Litigation » California’s “Right To Gripe” Law Spurs Class Action Lawsuits

California’s “Right To Gripe” Law Spurs Class Action Lawsuits

January 9, 2024

California’s “Right To Gripe” Law Spurs Class Action Lawsuits

Consumer service and product companies operating online in California should be aware of the numerous consumer class actions recently filed referencing a customer’s right to make statements about their experience with a seller under California Civil Code § 1670.8, according to an article by Crowell.

The complaints suggest that the defendants may have prohibited, limited, or created barriers to leaving negative reviews.

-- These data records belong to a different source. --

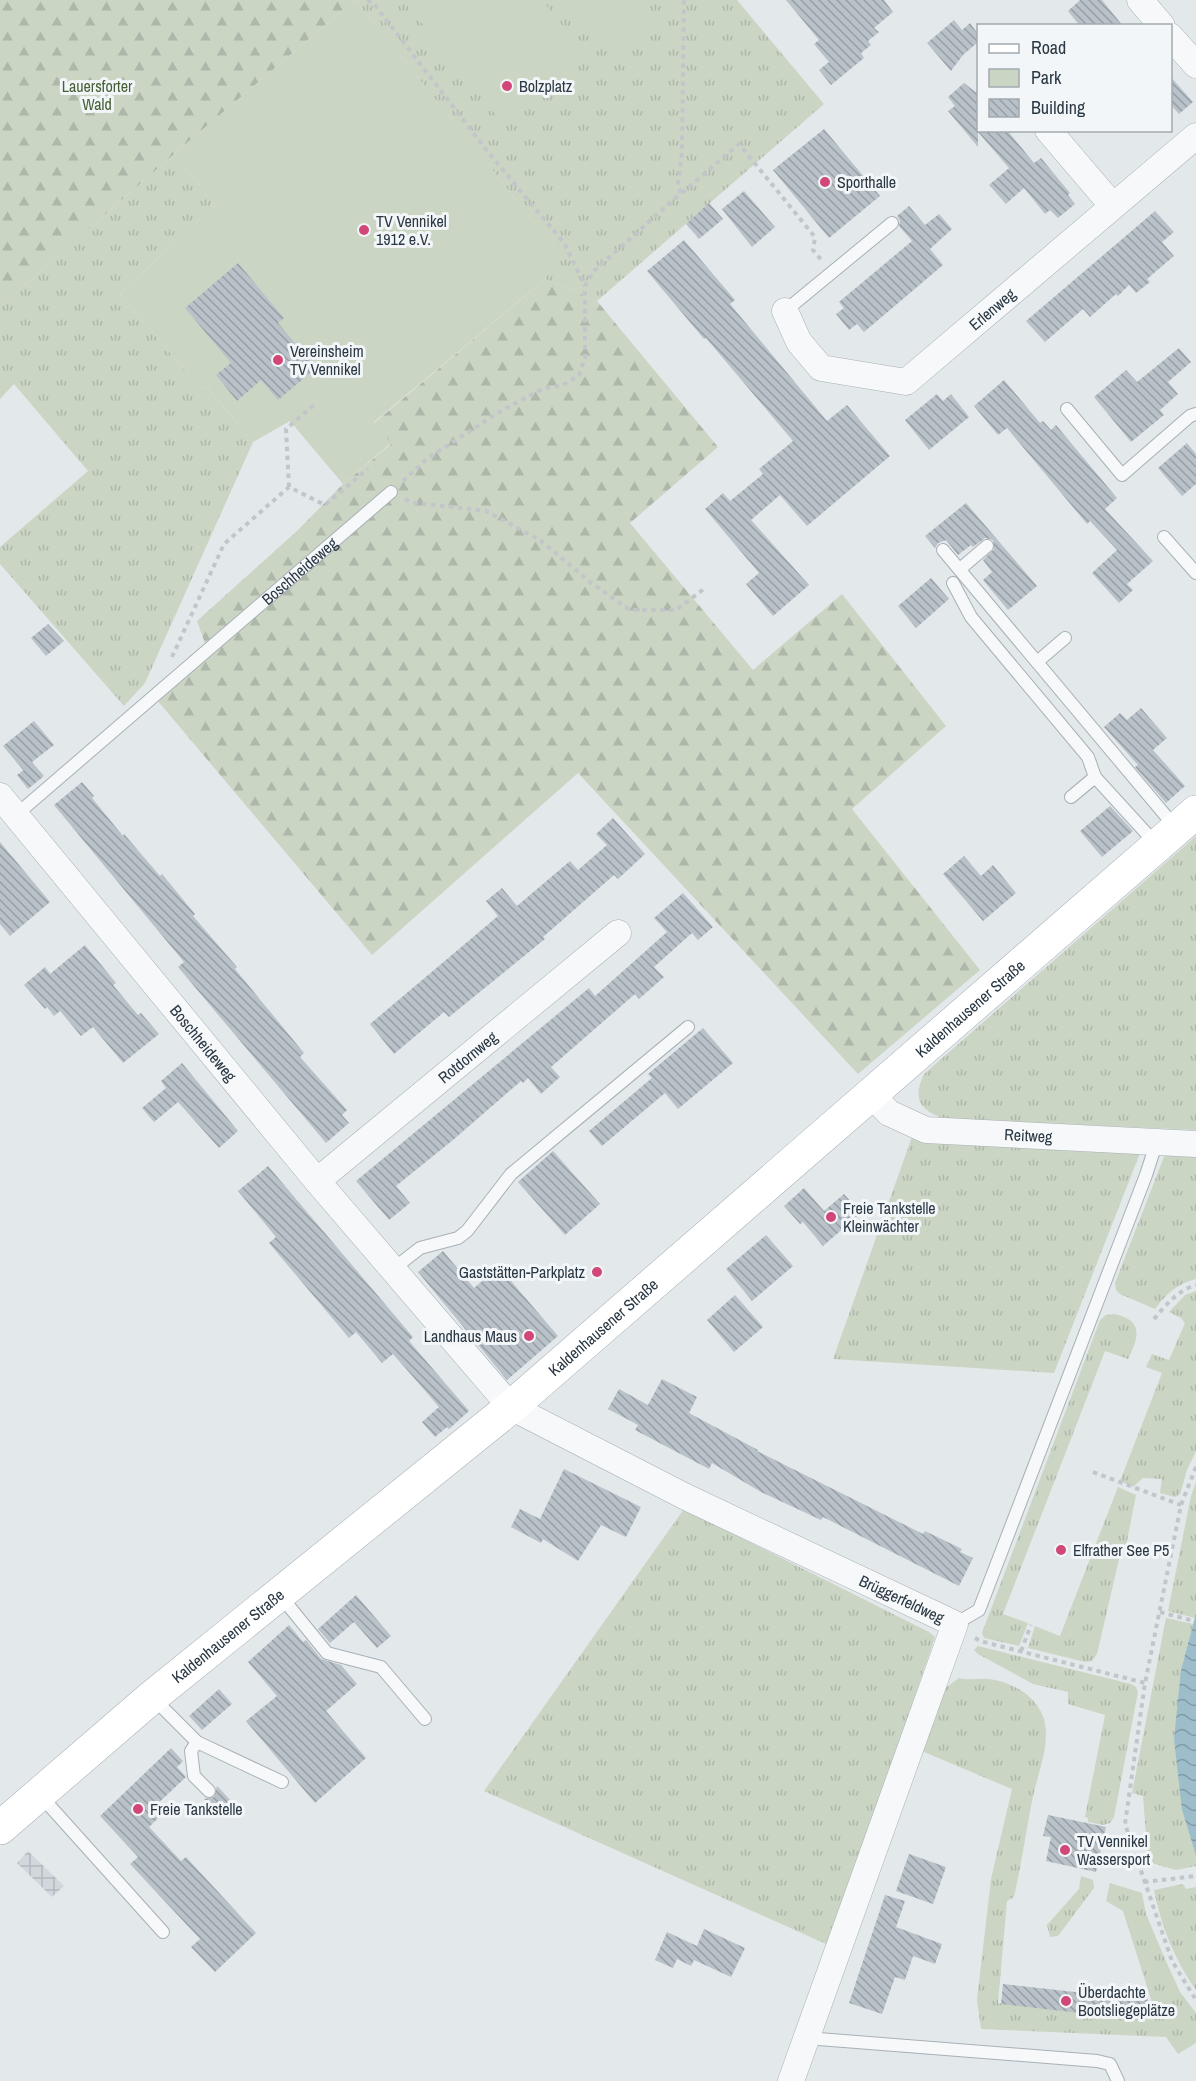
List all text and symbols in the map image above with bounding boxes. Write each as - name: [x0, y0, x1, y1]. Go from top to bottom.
- legend: [977, 24, 1172, 132]
- text: Road: [1031, 35, 1066, 60]
- text: Park: [1031, 65, 1062, 90]
- park label: Lauersforter Wald: [62, 75, 133, 115]
- place label: Bolzplatz: [519, 75, 573, 97]
- marker: Bolzplatz: [500, 79, 514, 93]
- text: Building: [1031, 95, 1086, 120]
- place label: Sporthalle: [837, 171, 896, 193]
- marker: Sporthalle: [818, 175, 832, 189]
- place label: TV Vennikel 1912 e.V.: [376, 210, 447, 250]
- marker: TV Vennikel 1912 e.V.: [357, 223, 371, 237]
- street label: Erlenweg: [964, 282, 1021, 335]
- place label: Vereinsheim TV Vennikel: [290, 340, 364, 380]
- marker: Vereinsheim TV Vennikel: [271, 353, 285, 367]
- street label: Boschheideweg: [257, 532, 342, 610]
- street label: Kaldenhausener Straße: [910, 955, 1029, 1062]
- street label: Boschheideweg: [165, 1000, 242, 1087]
- street label: Rotdornweg: [433, 1026, 502, 1088]
- street label: Reitweg: [1004, 1123, 1054, 1148]
- place label: Freie Tankstelle Kleinwächter: [843, 1197, 936, 1237]
- marker: Freie Tankstelle Kleinwächter: [824, 1210, 838, 1224]
- place label: Gaststätten-Parkplatz: [459, 1261, 585, 1283]
- marker: Gaststätten-Parkplatz: [590, 1265, 604, 1279]
- street label: Kaldenhausener Straße: [543, 1273, 663, 1381]
- place label: Landhaus Maus: [424, 1325, 517, 1347]
- marker: Landhaus Maus: [522, 1329, 536, 1343]
- place label: Elfrather See P5: [1073, 1539, 1169, 1561]
- marker: Elfrather See P5: [1054, 1543, 1068, 1557]
- street label: Brüggerfeldweg: [856, 1569, 949, 1629]
- street label: Kaldenhausener Straße: [167, 1584, 289, 1688]
- place label: Freie Tankstelle: [150, 1798, 243, 1820]
- marker: Freie Tankstelle: [131, 1802, 145, 1816]
- place label: TV Vennikel Wassersport: [1077, 1830, 1151, 1870]
- marker: TV Vennikel Wassersport: [1058, 1843, 1072, 1857]
- place label: Überdachte Bootsliegeplätze: [1078, 1981, 1175, 2021]
- marker: Überdachte Bootsliegeplätze: [1059, 1994, 1073, 2008]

Likewise, the defendants may have also altered, removed, or made published negative reviews inaccessible. 

The direct claims quote contractual provisions in the websites’ terms of use that allegedly discourage or disallow negative reviews.

Civil Code § 1670.8 has been called “the right to gripe law.” Among its provisions are:

(a)(1) A contract or proposed contract for the sale or lease of consumer goods or services may not include a provision waiving the consumer’s right to make any statement regarding the seller or lessor or its employees or agents, or concerning the goods or services.

(2) It shall be unlawful to threaten or to seek to enforce a provision made unlawful under this section, or to otherwise penalize a consumer for making any statement protected under this section.

(b) Any waiver of the provisions of this section is contrary to public policy and is void and unenforceable.

Violations are subject to civil penalties of up to $2,500 for the first violation. Penalties for willful violations can be up to $10,000 per violation. The statute explicitly states that civil penalties are not the exclusive remedy for violations, which allows class action plaintiffs to seek other remedies.

Companies operating online in California should review their consumer review policies and web page terms of use in view of these lawsuits.